Download Variations in the structure and rheology of the lithosphere.

Variations in the structure and rheology of the lithosphere.
J. Jackson (1*)
(1) University of Cambridge, Bullard Laboratories, Madingley Road, Cambridge CB3 0EZ, UK
*Corresponding authorː [email protected]
Differences in the structure, composition and rheology of the lithosphere between the oceans,
young orogenic belts and the ancient Precambrian shields are responsible for first-order variations in
tectonic history seen at the Earth’s surface over geological time. The last decade has seen a number
of developments in the understanding of the lithosphere, some of which have challenged previously
accepted views, and opened up many new directions in research. A coherent picture is now
emerging that reconciles observations from fields as diverse as seismology, gravity, heat flow, rock
mechanics, metamorphic petrology and geochemistry.
The principal points of this new view are as follows:
1) Earthquakes in the mantle are confined to regions colder than about 600oC.

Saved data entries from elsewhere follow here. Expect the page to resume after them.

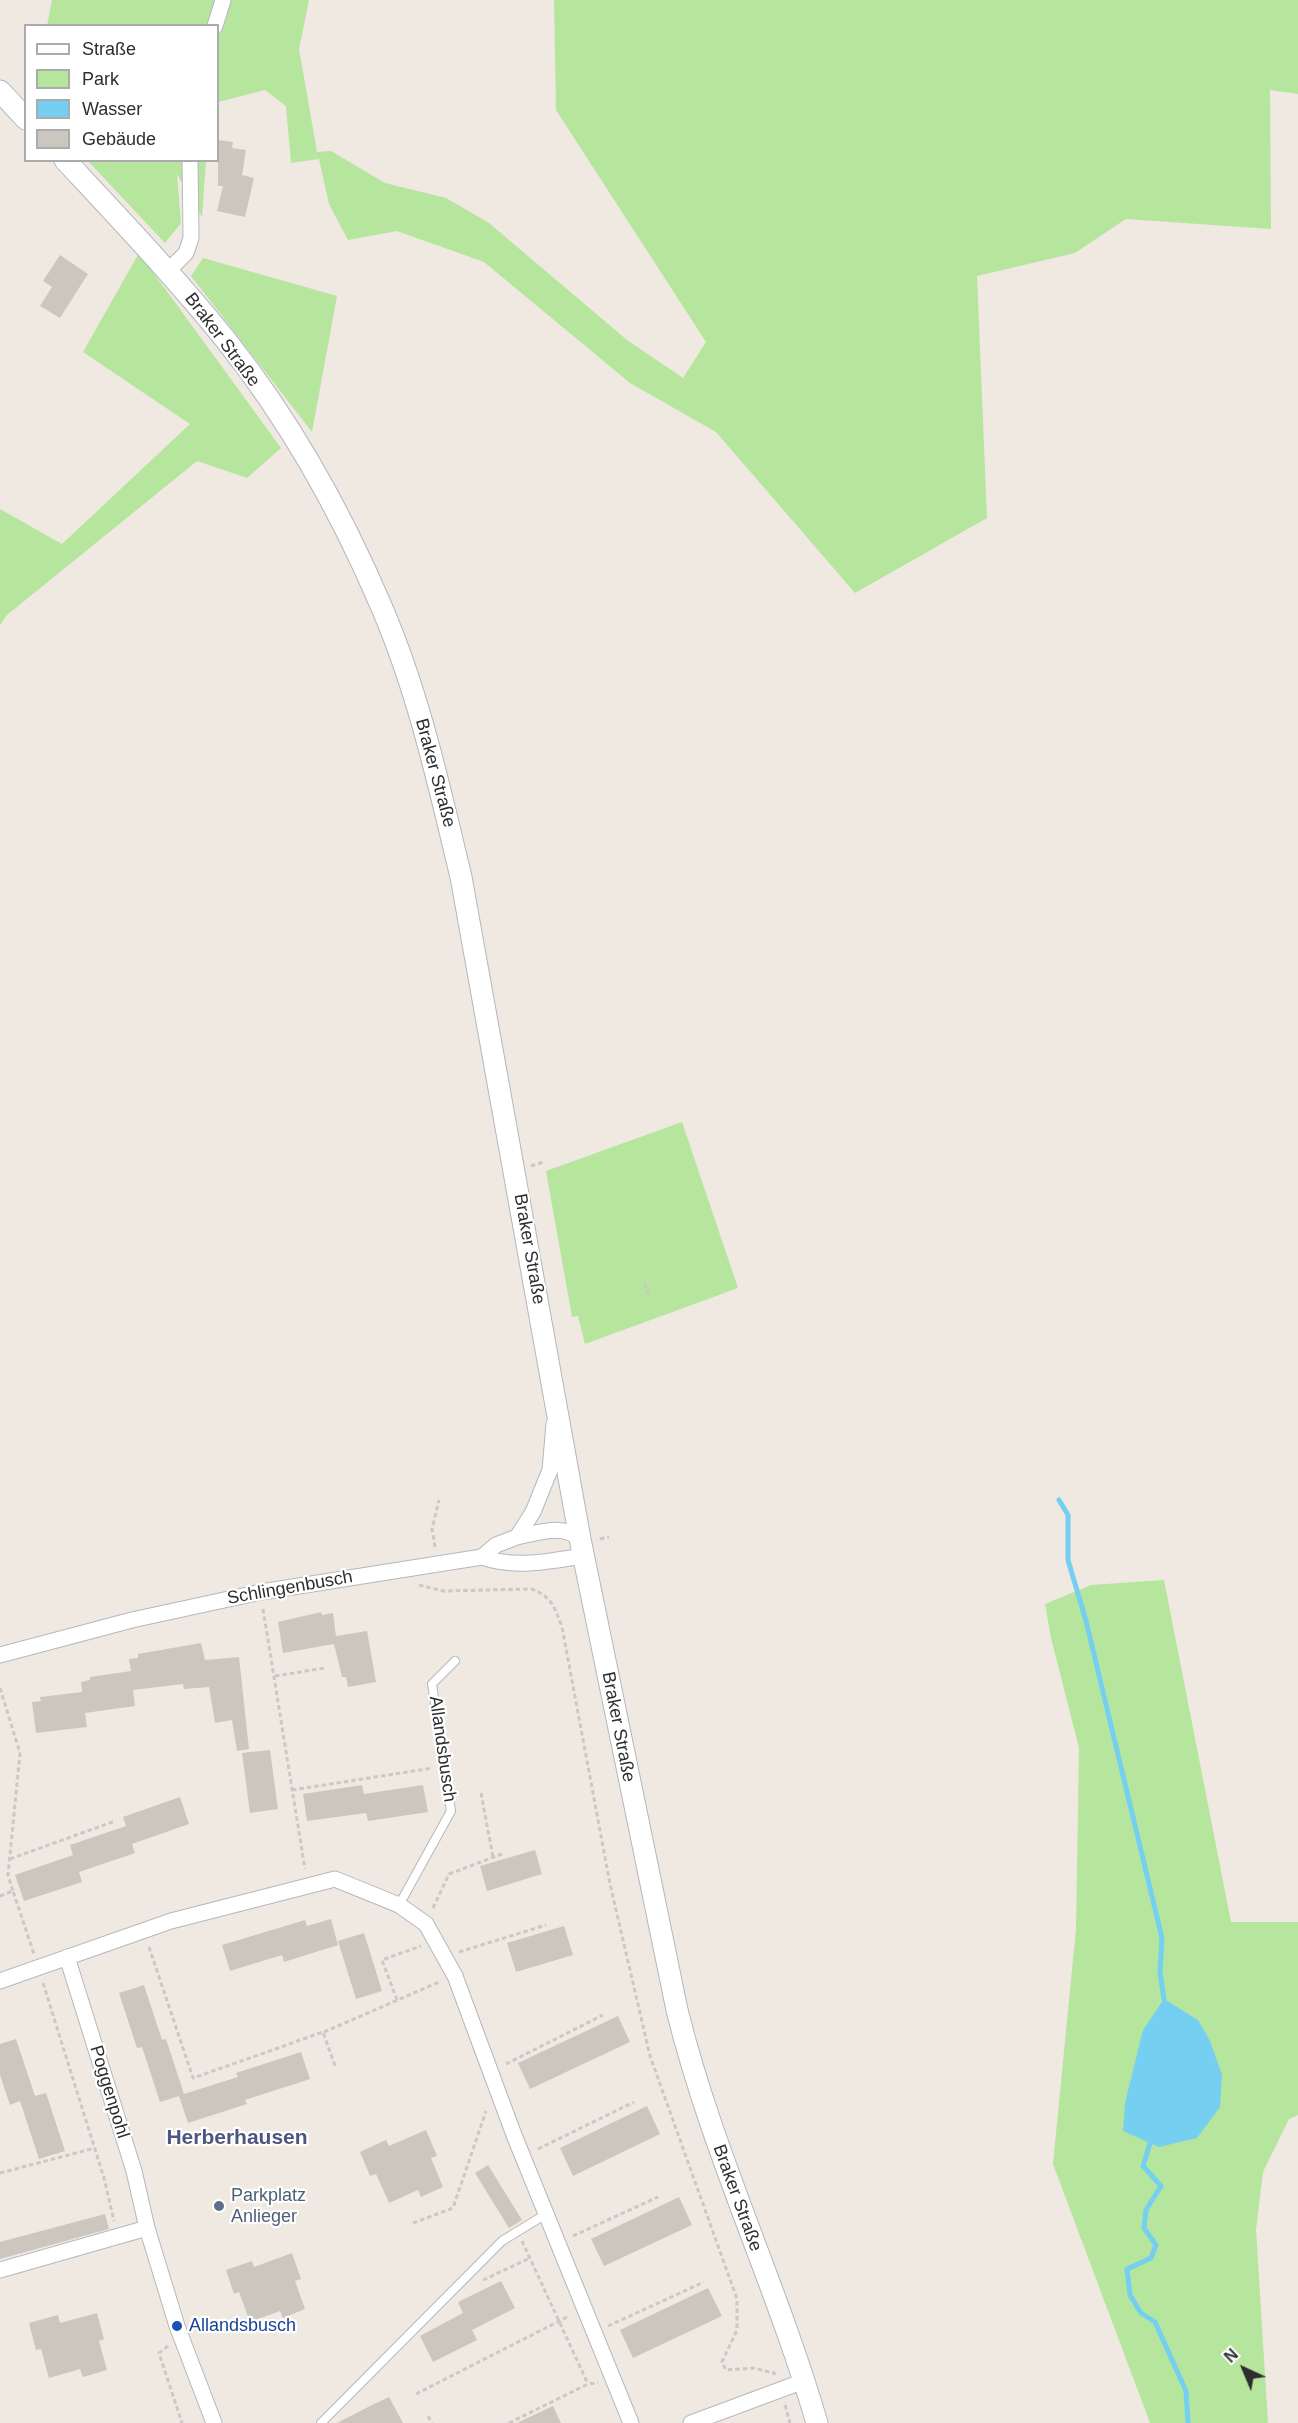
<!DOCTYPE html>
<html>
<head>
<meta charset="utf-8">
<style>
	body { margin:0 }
	#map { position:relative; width:1298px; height:2423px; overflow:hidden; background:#efe9e1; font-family:Helvetica,sans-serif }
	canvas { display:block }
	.legend { position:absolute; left:24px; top:24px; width:195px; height:138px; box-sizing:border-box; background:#fff; border:2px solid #ababab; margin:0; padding:8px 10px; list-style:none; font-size:18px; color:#2e2e2e }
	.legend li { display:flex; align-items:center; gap:12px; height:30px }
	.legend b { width:30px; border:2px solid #ababab }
	.north { position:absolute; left:1214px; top:2339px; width:60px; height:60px; -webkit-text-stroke:4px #fff; paint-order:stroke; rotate:316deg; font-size:16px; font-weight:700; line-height:24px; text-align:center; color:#2e2e2e }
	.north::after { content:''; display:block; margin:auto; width:21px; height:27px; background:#2e2e2e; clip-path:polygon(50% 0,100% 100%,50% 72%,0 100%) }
</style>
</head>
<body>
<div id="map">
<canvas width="1298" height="2423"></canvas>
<ul class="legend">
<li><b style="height:8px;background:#fff"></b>Straße</li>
<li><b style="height:16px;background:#b6e59e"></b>Park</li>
<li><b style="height:16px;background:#75cff0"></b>Wasser</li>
<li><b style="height:16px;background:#cbc7bf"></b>Gebäude</li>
</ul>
<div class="north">N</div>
</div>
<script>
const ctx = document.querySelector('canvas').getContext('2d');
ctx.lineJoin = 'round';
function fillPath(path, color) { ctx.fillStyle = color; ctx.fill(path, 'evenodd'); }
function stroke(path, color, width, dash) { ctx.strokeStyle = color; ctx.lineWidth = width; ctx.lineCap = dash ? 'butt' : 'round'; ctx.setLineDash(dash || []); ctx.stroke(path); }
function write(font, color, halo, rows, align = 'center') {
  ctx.font = font + ' Helvetica,sans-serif'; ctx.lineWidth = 4.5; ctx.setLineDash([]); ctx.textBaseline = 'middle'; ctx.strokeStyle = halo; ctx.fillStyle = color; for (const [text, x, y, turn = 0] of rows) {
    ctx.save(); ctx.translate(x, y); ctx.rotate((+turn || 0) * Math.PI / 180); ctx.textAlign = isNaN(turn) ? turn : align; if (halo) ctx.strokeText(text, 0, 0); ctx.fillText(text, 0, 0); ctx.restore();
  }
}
const green = new Path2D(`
	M 52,0 L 309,0 L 299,49 L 317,152 L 331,151 L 385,183 L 446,198 L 489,223 L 627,340 L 683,378 L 706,342 L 556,110 L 554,0 L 1298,0 L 1298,94 L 1270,90 L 1271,229 L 1126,219 L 1075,253 L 977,276 L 987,518 L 855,593 L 716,432 L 630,383 L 484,262 L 397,231 L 348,240 L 329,204 L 319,159 L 291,163 L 286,106 L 265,90 L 218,102 L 218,26 L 47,26 Z
	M 88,161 L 206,161 L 202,217 L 177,174 L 181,223 L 165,243 Z
	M 139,253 L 281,448 L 247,478 L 197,461 L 7,615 L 0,625 L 0,509 L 62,544 L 190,424 L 83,352 Z
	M 203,258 L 337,296 L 312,432 L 191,276 Z
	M 682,1122 L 738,1288 L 585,1344 L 578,1316 L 572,1317 L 546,1171 Z
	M 1164,1580 L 1231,1922 L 1298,1922 L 1298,2115 L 1289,2119 L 1263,2172 L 1256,2230 L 1268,2423 L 1150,2423 L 1053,2164 L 1076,1929 L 1079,1748 L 1051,1638 L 1045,1604 L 1091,1585 Z`);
const water = new Path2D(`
	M 1164,1999 L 1198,2020 L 1210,2041 L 1222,2075 L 1220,2107 L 1197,2138 L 1159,2147 L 1123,2131 L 1125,2103 L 1143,2030 Z`);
const stream = new Path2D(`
	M 1059,1500 L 1068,1515 L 1068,1560 L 1086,1621 L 1162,1938 L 1160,1972 L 1164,1999
	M 1150,2143 L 1143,2166 L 1161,2186 L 1146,2210 L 1144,2228 L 1156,2245 L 1151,2258 L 1127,2269 L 1130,2295 L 1141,2313 L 1155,2322 L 1186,2391 L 1188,2423`);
const building = new Path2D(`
	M 218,140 L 233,142 L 232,148 L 246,150 L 242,175 L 254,178 L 245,217 L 217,211 L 223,186 L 218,186 Z
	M 60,255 L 88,274 L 60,318 L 40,306 L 52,287 L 43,281 Z
	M 321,1612 L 322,1615 L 333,1613 L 336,1636 L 367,1631 L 376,1682 L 348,1687 L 346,1677 L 342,1677 L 334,1644 L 283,1653 L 278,1622 Z
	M 201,1643 L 205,1660 L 239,1657 L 249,1749 L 237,1751 L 232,1720 L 215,1723 L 209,1687 L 184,1689 L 183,1684 L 133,1690 L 135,1706 L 85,1713 L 87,1727 L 36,1733 L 32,1702 L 41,1701 L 40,1697 L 82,1692 L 81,1682 L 90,1680 L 90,1677 L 131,1671 L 129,1659 L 138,1658 L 138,1654 Z
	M 270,1750 L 278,1809 L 250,1813 L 242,1753 Z
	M 362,1785 L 364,1794 L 423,1785 L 428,1812 L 368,1821 L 366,1813 L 307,1821 L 303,1794 Z
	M 180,1797 L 189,1824 L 132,1844 L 135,1853 L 79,1872 L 82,1882 L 24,1901 L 15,1875 L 73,1855 L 70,1845 L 126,1826 L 123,1817 Z
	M 535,1850 L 542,1874 L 487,1891 L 480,1866 Z
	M 331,1919 L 338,1945 L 284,1962 L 282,1955 L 230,1971 L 222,1945 L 305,1920 L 307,1926 Z
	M 564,1926 L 573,1955 L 516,1972 L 507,1943 Z
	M 364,1933 L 382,1991 L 356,1999 L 338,1941 Z
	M 144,1985 L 162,2040 L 166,2039 L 184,2094 L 238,2077 L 236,2073 L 301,2052 L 310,2079 L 245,2100 L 247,2104 L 188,2123 L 179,2096 L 160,2102 L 142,2047 L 137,2048 L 119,1993 Z
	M 618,2016 L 630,2042 L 530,2089 L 518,2063 Z
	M 16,2039 L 35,2096 L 46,2093 L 65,2151 L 39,2159 L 20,2101 L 10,2105 L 0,2075 L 0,2044 Z
	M 647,2106 L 660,2134 L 573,2176 L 560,2148 Z
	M 426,2130 L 437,2156 L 431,2158 L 443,2187 L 421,2197 L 418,2190 L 389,2203 L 376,2174 L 370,2176 L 360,2152 L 386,2140 L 389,2146 Z
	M 488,2165 L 522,2220 L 509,2228 L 475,2173 Z
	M 679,2197 L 692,2225 L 604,2266 L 591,2239 Z
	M 105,2214 L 109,2229 L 0,2259 L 0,2242 Z
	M 292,2253 L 301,2279 L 295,2281 L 305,2309 L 283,2318 L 280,2311 L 250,2322 L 239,2292 L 234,2294 L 226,2270 L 252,2261 L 254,2267 Z
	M 501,2281 L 515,2308 L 472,2330 L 477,2340 L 433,2362 L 420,2336 L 463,2313 L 458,2302 Z
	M 708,2288 L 722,2316 L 633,2358 L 620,2330 Z
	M 97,2313 L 104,2339 L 99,2341 L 107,2370 L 83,2377 L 80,2369 L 49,2378 L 41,2349 L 36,2350 L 29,2323 L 58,2315 L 60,2323 Z
	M 389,2397 L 403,2423 L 337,2423 L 372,2405 Z
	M 553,2406 L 561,2423 L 517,2423 Z`);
const path = new Path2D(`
	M 531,1166 L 544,1162
	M 645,1283 L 648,1295
	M 600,1539 L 609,1537
	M 435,1547 L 432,1529 L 439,1500
	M 419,1585 L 443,1591 L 532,1589 C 552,1597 555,1608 562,1627 L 610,1884 L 650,2056 L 737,2299 L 737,2330 L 722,2362 L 726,2370 L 753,2368 L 774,2373 L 775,2375
	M 263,1609 L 305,1869
	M 275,1676 L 325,1668
	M 0,1688 L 20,1753 L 8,1875 L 13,1891
	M 292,1790 L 433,1768
	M 481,1793 L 493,1857
	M 10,1859 L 115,1821
	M 0,1896 L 13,1891 L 34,1954
	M 433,1908 L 449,1874 L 502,1854
	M 149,1947 L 193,2078 L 323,2032 L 335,2066
	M 459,1952 L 546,1925
	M 43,1983 L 104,2178 L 114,2221
	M 397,2000 L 382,1960 L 421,1946
	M 324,2032 L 439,1982
	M 506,2064 L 603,2015
	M 538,2149 L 634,2102
	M 0,2173 L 95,2148
	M 413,2223 L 453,2208 L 486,2111
	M 573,2236 L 658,2197
	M 522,2241 L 588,2384
	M 483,2280 L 530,2258
	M 608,2326 L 704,2282
	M 168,2346 L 159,2353 L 182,2423
	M 416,2394 L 569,2316
	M 785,2405 L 790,2423
	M 428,2416 L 432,2423
	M 509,2423 L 588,2384 L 598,2383`);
const lane = new Path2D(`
	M 399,1905 L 451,1811 L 432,1684 L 455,1661
	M 321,2423 L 502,2241 L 546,2214`);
const street = new Path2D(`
	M 215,26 L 223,0
	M 168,271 L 186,253 L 191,238 L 190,160
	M 517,1537 C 538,1533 563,1523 580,1539
	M 482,1557 L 496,1545 L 517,1537 L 533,1512 L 550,1470 L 554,1424
	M 0,1655 L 132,1620 L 261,1592 L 482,1557 C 515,1569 550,1561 583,1556
	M 67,1957 L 134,2171 L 147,2228 L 177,2326 L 214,2423
	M 0,1981 L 171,1921 L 335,1879 L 399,1905 L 426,1924 L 455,1976 L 514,2135 L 631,2423
	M 0,2270 L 147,2228
	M 691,2423 L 804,2381`);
const secondary = new Path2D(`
	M 0,91 L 26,119
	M 65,160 C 120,219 175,277 225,339 C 289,419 342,514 382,608 C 419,694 439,786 461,877 L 580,1539 L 677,2010 C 712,2152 776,2283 817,2423`);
const markers = [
	[219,2206,6,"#5c6f8a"],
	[177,2326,6,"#1a4fb4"]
];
const streetNames = [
	["Braker Straße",222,340,53],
	["Braker Straße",435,773,75],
	["Braker Straße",529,1249,80],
	["Schlingenbusch",290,1588,-10],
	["Braker Straße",618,1727,79],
	["Allandsbusch",442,1749,82],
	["Poggenpohl",109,2092,73],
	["Braker Straße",737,2198,70]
];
const serviceNames = [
	["Parkplatz",231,2196],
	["Anlieger",231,2217]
];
const transitNames = [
	["Allandsbusch",189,2326]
];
const quarterNames = [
	["Herberhausen",237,2138]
];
fillPath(green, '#b6e59e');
fillPath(water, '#75cff0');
stroke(stream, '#75cff0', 5);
fillPath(building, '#cbc7bf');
stroke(lane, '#b4b7c1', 10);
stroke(street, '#b4b7c1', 17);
stroke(secondary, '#b4b7c1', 23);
stroke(path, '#c9c9c9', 3, [4.5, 3]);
stroke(lane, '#fff', 8);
stroke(street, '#fff', 15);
stroke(secondary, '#fff', 21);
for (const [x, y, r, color] of markers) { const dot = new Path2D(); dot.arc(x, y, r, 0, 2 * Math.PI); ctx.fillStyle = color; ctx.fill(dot); stroke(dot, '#fff', 2); }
write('18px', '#2e2e2e', '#fff', streetNames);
write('18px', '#4e5e75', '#fff', serviceNames, 'left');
write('18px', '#164399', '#fff', transitNames, 'left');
write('bold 21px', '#4d5680', '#fff', quarterNames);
</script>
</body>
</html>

2) With very few exceptions, earthquakes everywhere are confined to a single seismogenic
layer which, in the oceans is limited by the 600oC isotherm, in young orogenic belts is
typically limited to the upper crust (~350oC), and in ancient shields may include the whole
crust (in material as hot as 600oC. An apparent exception is in the Himalaya, where the
seismogenic lower crust of India underthrusts the seismogenic upper crust of Tibet, giving a
bimodal depth distribution, but one that is not in steady-state and has no generic
significance for continental rheology.
3) Where it is well resolved, the elastic thickness is everywhere less than the seismogenic
thickness, and nowhere do the data require it to exceed the seismogenic thickness. This
observation is consistent with long-term strength residing in the seismogenic layer, and
regions of active deformation, the mantle generally plays no role in the long-term support of
loads on the continents.
4) Lateral strength changes in the continents between ancient shields and young orogenic
regions are important and cannot be represented by a laterally uniform continental
rheology. They allow mountains to be supported by their adjacent forelands without
requiring the mantle beneath the forelands to be strong.
5)
The great strength of the ancient shields, responsible for lower crustal earthquakes and
larger elastic thickness than in younger continental lithosphere, is related to the composition
of the lower continental crust, which is probably dominated by a dry granulite facies mineral
assemblage.
6) The cause of the granulite metamorphism is likely to be continental collision, resulting in
extreme crustal thickening and internal heat production, causing melting and the removal of
water by the extraction of granite. This was probably common in the Archean, when
radiogenic production was greater, but may be happening today in Tibet.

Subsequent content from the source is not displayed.